Title : Parameter Optimization for Deriving Bluetooth-based Social Network Graphs

Presenter Bojan Simoski
Abstract Pervasive systems such as Bluetooth-based infrastructures are capable of detecting close proximity and social connections. As a result, they are increasingly used for deriving social networks. However, the validity and reliability of thereby derived networks is questionable as evaluation procedures are often omitted. In this paper, we consider the process of deriving and evaluating a Bluetooth derived network as a parameter optimization problem. We investigate the effect of the number of detected connections, time window in which these are detected, and the direction of the resulting connection. Our results confirm the importance of conducting a throughout evaluation procedure when deriving social networks based on Bluetooth data. Going through the parameter optimization process, we are able to increase the accuracy of the derived BT networks by maximum of 10%, compared to deriving the networks without it. Our outcomes indicate that reducing the false positives can be achieved by setting a particular weight threshold. Furthermore, with the window size parameter we show that more BT observations does not necessarily mean more accurate networks. Finally, with respect to the edge type, we observe the the accuracy of deriving undirected networks is higher than the accuracy of deriving directed networks.

Title : Deep Q learning in the Intensive care setting, an innovative solution to optimize Sepsis treatment

Presenter Luca Roggeveen
Abstract Sepsis is an acute and often life-threatening condition necessitating Intensive Care treatment. Intensive Care clinicians must anticipate patient care needs in a fast-paced, data-overloaded setting. However, despite intensive treatment and monitoring, prognosis remains poor. Current treatment protocols are not sufficiently personalized. Thus, a need exists for better decision support tools.
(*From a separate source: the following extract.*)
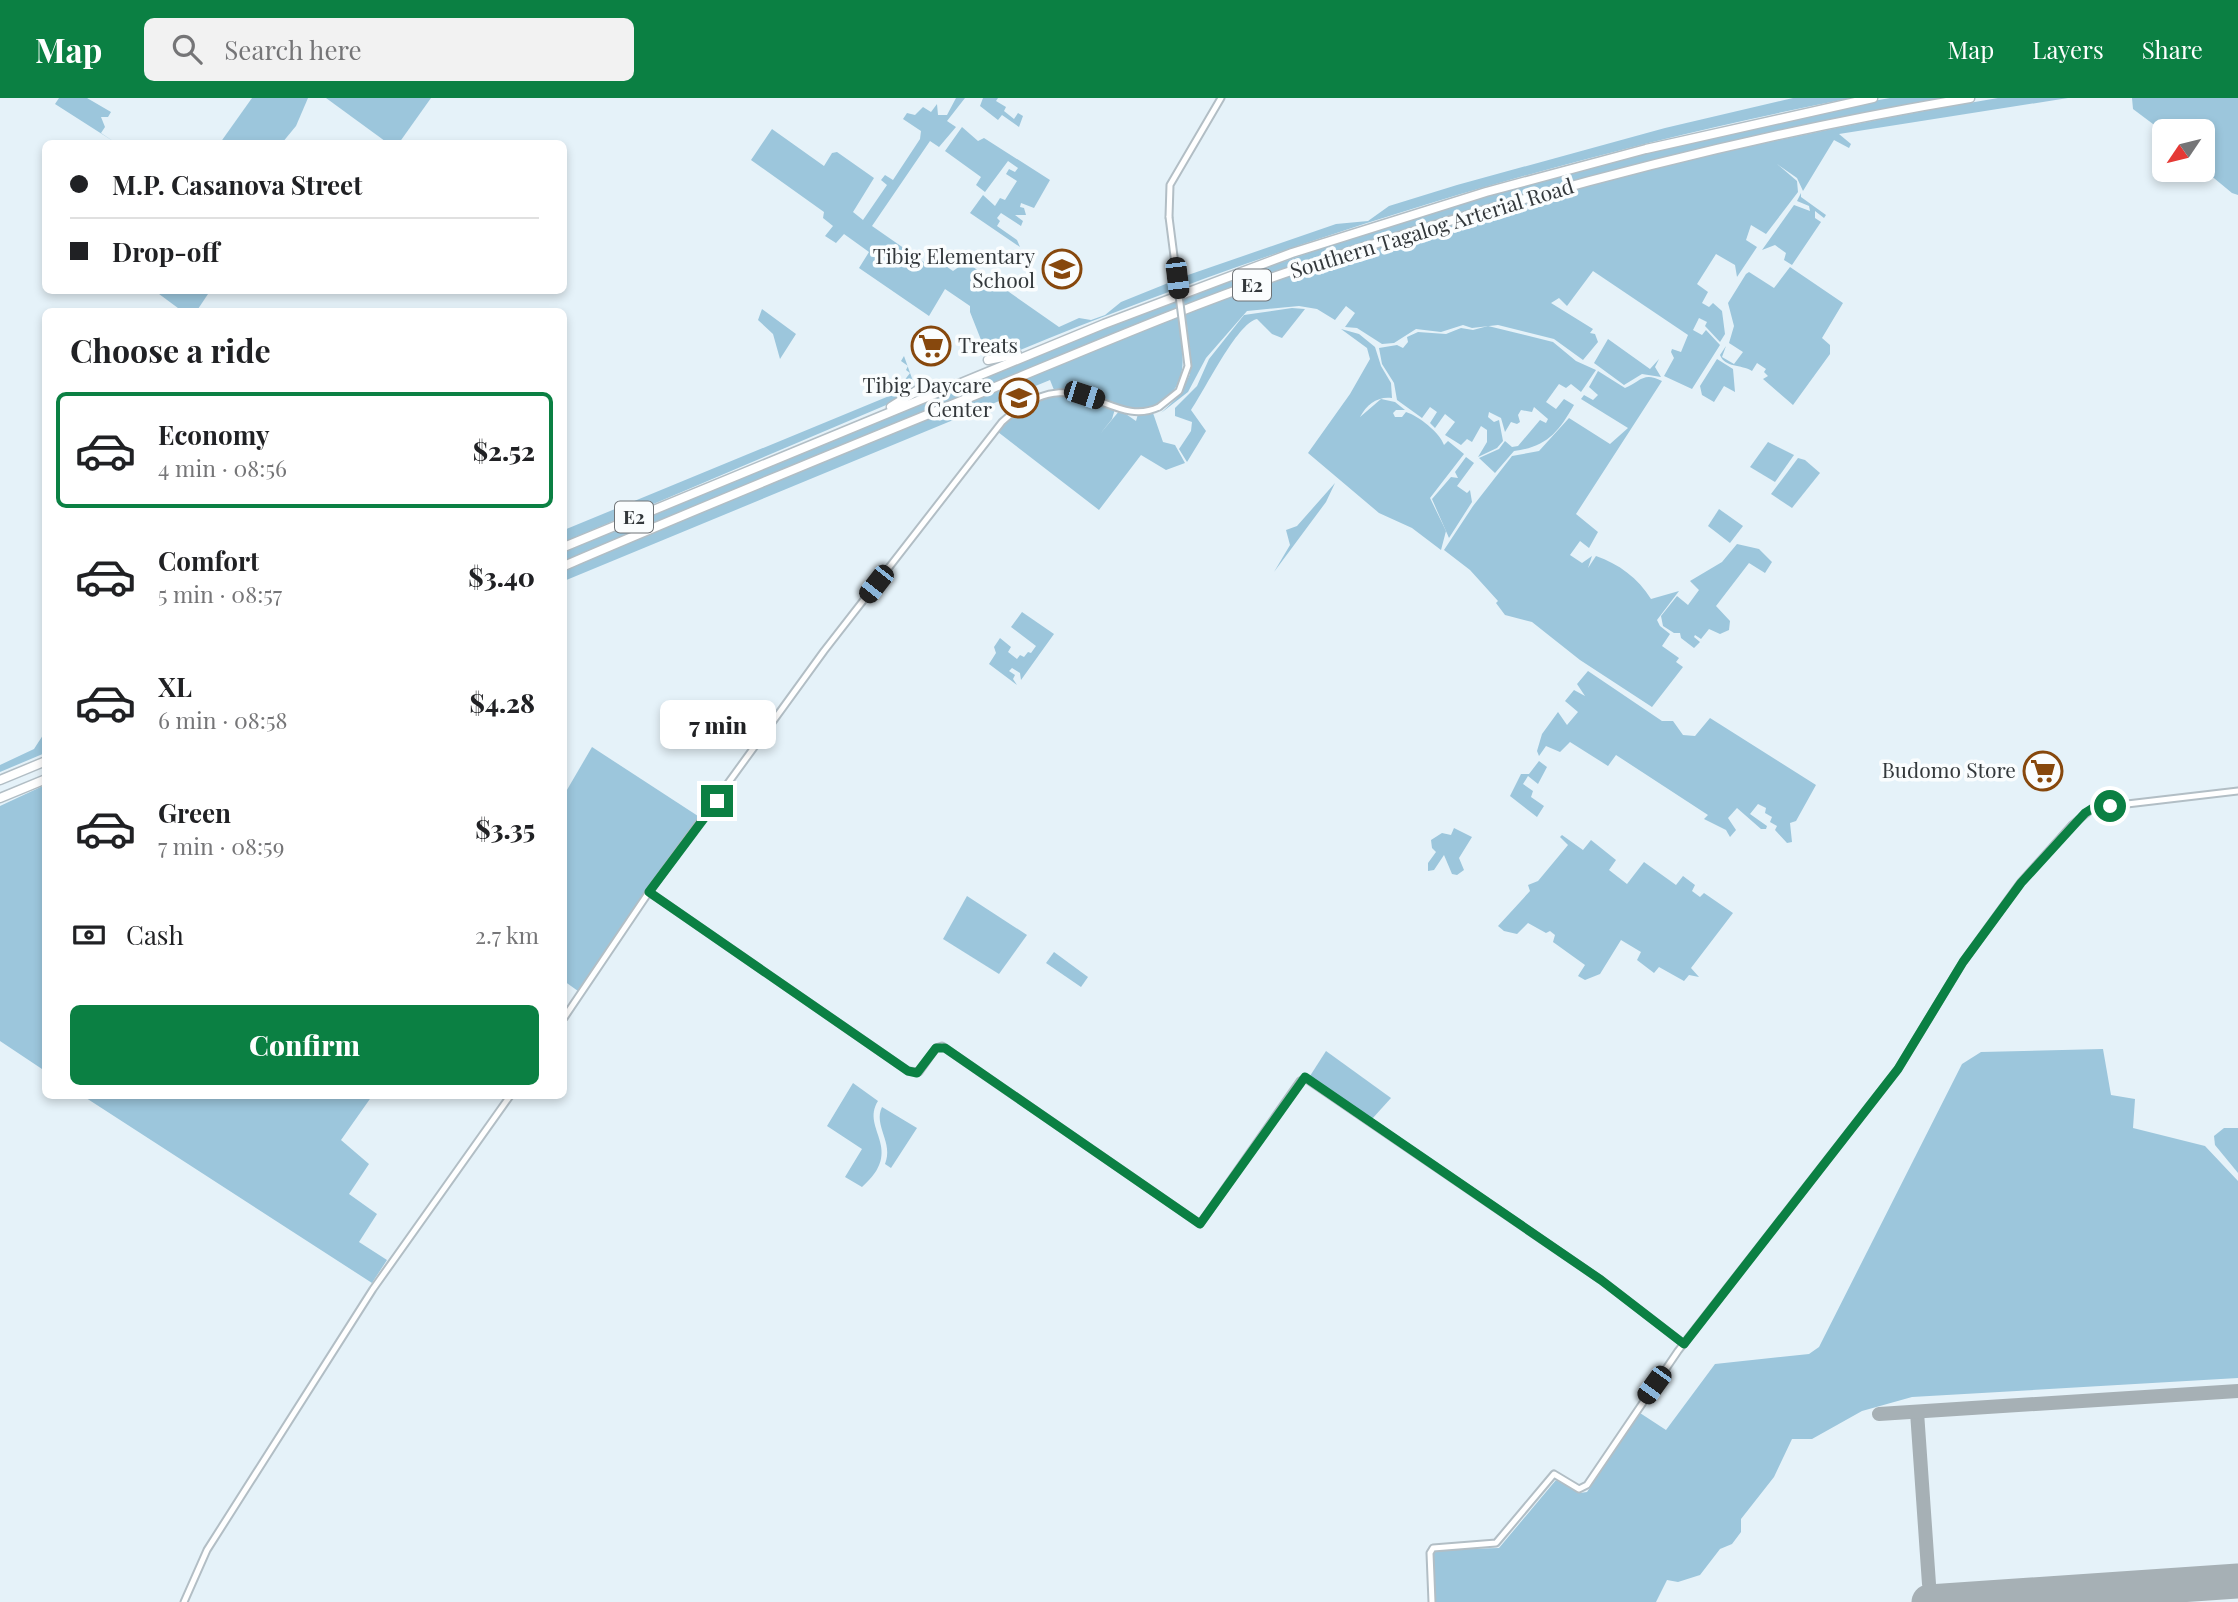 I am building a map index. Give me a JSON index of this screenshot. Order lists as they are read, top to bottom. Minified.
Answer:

The secondary analysis of intensive data is a critical step toward. The widespread availability of electronic healthcare data allows for new investigations into evidence-based decision support, where we can learn when patients need a given intervention. Modeling sepsis treatment requires frequent and recurrent decision making that cannot be adequately captured by supervised models. Reinforcement learning offers a potential innovative solution. in this work, we focus op guiding a treatment balance between two treatment options: fluid resuscitation and vasopressor dosing using Deep Q-learning.